Likewise, "husband" apparently means "house-bound", which we indeed become
when marrying. No, I am not complaining. Just noting and actually enjoying
the soft, inescapable trap. But I, personally, keep dreaming of Shiva, naked, dirty, roaming free, and loving and being loved by all the females.
A Myth From the
Mahabharata
A myth from the
Mahabharata (13:
40: 3) tells how the jealous gods created Woman in order to loose the mortals:
I will tell you, my son,
how Brahma created wanton women, and for what purpose. For there is nothing
more evil than women. A wanton woman is a blazing fire. She is the illusion
born of Maya, the sharp edge of a razor, a poison, a serpent and death
all in one.
The first men were full of
dharma, as we have heard. Afraid that they would become gods themselves,
the gods became alarmed. They went to Brahma... who created women by means
of a ritual magic, so that they would delude mankind.
Now, the women of the former
era had been virtuous. But these were sinful witches who arose from the
creation act performed by the Prajapati. The Grand-father endowed them
with all desirable things that Desire can desire. These wanton women, lusting
for sensual pleasures, began to stir up desire in the males.
Then the lord of the gods,
the Great Lord, also created Hate in order to assist Desire. And all creatures fell prey to the power of Desire and Hate as they became attached to women.

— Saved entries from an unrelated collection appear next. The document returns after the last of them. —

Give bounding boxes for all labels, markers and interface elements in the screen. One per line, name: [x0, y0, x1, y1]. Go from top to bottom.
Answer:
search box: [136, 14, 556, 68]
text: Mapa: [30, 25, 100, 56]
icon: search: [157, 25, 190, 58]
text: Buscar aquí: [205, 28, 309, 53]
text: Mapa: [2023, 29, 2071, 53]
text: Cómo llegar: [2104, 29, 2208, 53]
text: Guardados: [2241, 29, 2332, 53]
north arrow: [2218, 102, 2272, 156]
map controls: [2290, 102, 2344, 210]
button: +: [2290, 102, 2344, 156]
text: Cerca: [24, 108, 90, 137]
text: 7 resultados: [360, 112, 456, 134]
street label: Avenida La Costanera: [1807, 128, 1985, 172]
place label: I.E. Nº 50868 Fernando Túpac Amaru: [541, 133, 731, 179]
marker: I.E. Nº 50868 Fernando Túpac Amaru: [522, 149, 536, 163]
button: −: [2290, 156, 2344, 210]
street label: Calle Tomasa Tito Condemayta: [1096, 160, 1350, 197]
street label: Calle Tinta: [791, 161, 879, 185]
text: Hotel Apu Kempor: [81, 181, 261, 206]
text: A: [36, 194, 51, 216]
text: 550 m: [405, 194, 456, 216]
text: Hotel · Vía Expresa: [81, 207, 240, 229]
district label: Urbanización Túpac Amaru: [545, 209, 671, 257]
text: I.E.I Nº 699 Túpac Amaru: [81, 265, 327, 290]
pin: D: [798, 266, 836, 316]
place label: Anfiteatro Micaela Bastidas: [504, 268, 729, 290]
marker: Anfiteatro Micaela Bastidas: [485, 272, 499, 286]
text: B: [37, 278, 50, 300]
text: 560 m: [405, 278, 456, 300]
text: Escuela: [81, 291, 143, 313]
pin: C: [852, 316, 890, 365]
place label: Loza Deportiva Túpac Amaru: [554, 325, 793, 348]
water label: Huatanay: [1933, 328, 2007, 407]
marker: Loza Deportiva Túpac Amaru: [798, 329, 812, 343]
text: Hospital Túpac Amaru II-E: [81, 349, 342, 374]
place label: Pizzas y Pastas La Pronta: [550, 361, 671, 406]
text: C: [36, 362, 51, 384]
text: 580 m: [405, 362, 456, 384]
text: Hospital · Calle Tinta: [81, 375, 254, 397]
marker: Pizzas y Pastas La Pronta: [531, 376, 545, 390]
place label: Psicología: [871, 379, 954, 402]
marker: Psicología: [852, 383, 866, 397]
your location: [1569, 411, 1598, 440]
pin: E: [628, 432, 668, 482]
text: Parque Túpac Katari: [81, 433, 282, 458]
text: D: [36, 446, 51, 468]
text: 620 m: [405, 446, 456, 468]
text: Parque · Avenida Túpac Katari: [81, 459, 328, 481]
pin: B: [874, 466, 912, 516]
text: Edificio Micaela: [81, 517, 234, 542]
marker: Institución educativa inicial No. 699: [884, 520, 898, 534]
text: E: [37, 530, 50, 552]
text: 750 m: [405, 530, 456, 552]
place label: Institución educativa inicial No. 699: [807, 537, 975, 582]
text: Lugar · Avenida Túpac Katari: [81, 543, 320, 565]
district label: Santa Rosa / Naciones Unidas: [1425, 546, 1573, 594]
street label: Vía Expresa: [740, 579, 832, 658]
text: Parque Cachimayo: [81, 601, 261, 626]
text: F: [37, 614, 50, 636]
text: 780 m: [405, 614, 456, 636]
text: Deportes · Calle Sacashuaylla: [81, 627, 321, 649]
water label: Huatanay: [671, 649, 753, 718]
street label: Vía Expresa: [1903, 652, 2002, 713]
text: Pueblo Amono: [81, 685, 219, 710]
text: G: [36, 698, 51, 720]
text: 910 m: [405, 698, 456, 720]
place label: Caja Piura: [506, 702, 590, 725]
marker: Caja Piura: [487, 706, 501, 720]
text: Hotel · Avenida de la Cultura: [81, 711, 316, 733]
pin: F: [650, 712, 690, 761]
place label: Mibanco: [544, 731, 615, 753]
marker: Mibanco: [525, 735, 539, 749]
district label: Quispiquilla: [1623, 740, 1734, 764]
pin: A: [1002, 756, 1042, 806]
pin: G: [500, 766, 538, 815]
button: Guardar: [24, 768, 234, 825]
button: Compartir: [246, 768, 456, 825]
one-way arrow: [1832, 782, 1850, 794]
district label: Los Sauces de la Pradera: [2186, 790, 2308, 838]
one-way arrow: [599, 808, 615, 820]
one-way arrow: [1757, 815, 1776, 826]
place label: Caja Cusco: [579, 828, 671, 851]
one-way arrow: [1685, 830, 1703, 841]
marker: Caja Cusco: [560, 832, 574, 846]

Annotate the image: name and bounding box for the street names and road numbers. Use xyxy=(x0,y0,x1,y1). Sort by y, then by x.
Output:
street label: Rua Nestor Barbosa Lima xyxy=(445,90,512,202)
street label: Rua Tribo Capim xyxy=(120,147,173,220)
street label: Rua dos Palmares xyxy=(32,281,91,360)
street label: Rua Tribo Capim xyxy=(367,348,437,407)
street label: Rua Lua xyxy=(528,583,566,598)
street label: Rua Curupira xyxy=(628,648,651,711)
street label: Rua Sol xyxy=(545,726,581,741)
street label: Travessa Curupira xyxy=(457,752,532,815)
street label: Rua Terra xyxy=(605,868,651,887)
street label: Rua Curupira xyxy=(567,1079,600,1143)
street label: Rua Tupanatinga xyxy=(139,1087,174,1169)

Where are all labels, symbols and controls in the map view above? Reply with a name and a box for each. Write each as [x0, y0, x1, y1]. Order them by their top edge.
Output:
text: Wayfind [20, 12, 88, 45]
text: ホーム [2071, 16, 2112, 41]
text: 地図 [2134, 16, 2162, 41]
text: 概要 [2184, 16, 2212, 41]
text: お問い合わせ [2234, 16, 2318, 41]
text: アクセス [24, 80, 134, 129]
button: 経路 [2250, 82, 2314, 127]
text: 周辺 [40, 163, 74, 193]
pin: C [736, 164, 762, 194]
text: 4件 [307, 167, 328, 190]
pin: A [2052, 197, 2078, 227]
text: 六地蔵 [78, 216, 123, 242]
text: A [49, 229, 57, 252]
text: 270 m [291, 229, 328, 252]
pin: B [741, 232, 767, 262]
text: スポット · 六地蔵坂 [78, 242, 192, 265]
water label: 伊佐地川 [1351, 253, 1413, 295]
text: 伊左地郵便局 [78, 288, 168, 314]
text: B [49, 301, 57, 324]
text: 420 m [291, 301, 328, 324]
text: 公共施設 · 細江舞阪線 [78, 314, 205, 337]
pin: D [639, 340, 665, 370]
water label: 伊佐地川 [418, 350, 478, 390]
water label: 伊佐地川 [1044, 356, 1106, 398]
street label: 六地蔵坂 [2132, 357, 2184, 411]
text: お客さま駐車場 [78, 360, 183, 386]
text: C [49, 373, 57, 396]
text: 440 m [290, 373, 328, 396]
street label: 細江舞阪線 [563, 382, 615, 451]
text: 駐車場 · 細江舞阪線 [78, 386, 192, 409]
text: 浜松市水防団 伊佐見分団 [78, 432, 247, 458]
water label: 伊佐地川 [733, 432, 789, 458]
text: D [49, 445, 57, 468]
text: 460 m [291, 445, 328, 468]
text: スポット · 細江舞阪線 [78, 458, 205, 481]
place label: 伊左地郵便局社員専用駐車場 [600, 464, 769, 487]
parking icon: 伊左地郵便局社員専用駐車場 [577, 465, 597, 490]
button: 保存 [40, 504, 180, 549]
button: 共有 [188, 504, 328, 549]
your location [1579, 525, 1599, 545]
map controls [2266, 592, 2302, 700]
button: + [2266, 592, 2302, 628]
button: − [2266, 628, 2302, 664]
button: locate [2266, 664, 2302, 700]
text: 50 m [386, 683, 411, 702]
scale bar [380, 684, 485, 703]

Maya, the Archetype of Hephaistos
In the above myth, it is not dificult to discern the antecendents of the ones told above concerning the seduction of the Sons of God by the Daughters of Man. Maya is the artificer of the gods, the actual archetype of Hephaistos. Here, as in the Greek myth, the Devil is is the fashioner of Woman, for the explicit purpose of losing men. Mayâ (feminine) is also the Power of Illusion,
the main charm of feminine
mystique. Maya (masculine)is also the fashioner
of Lanka and the patron of the evil
rakshasas.
Here, Maya is more or
less identified with Brahma Prajapati, who is also claimed to have created Woman when he split in two halves, as we told further above. The charming, irresistible nymphs of these traditions pervade all ancient mythologies. They seem to have originated in the Apsaras (or Nagis, or Naginis), the Naga females who populate Hindu traditions such as the ones we commented further above. The Apsaras are also identified to the Kinnaris, the females of the Kinnaras and the Gandharvas, themselves the archetypes of the legendary Satyrs and Centaurs of Greek traditions.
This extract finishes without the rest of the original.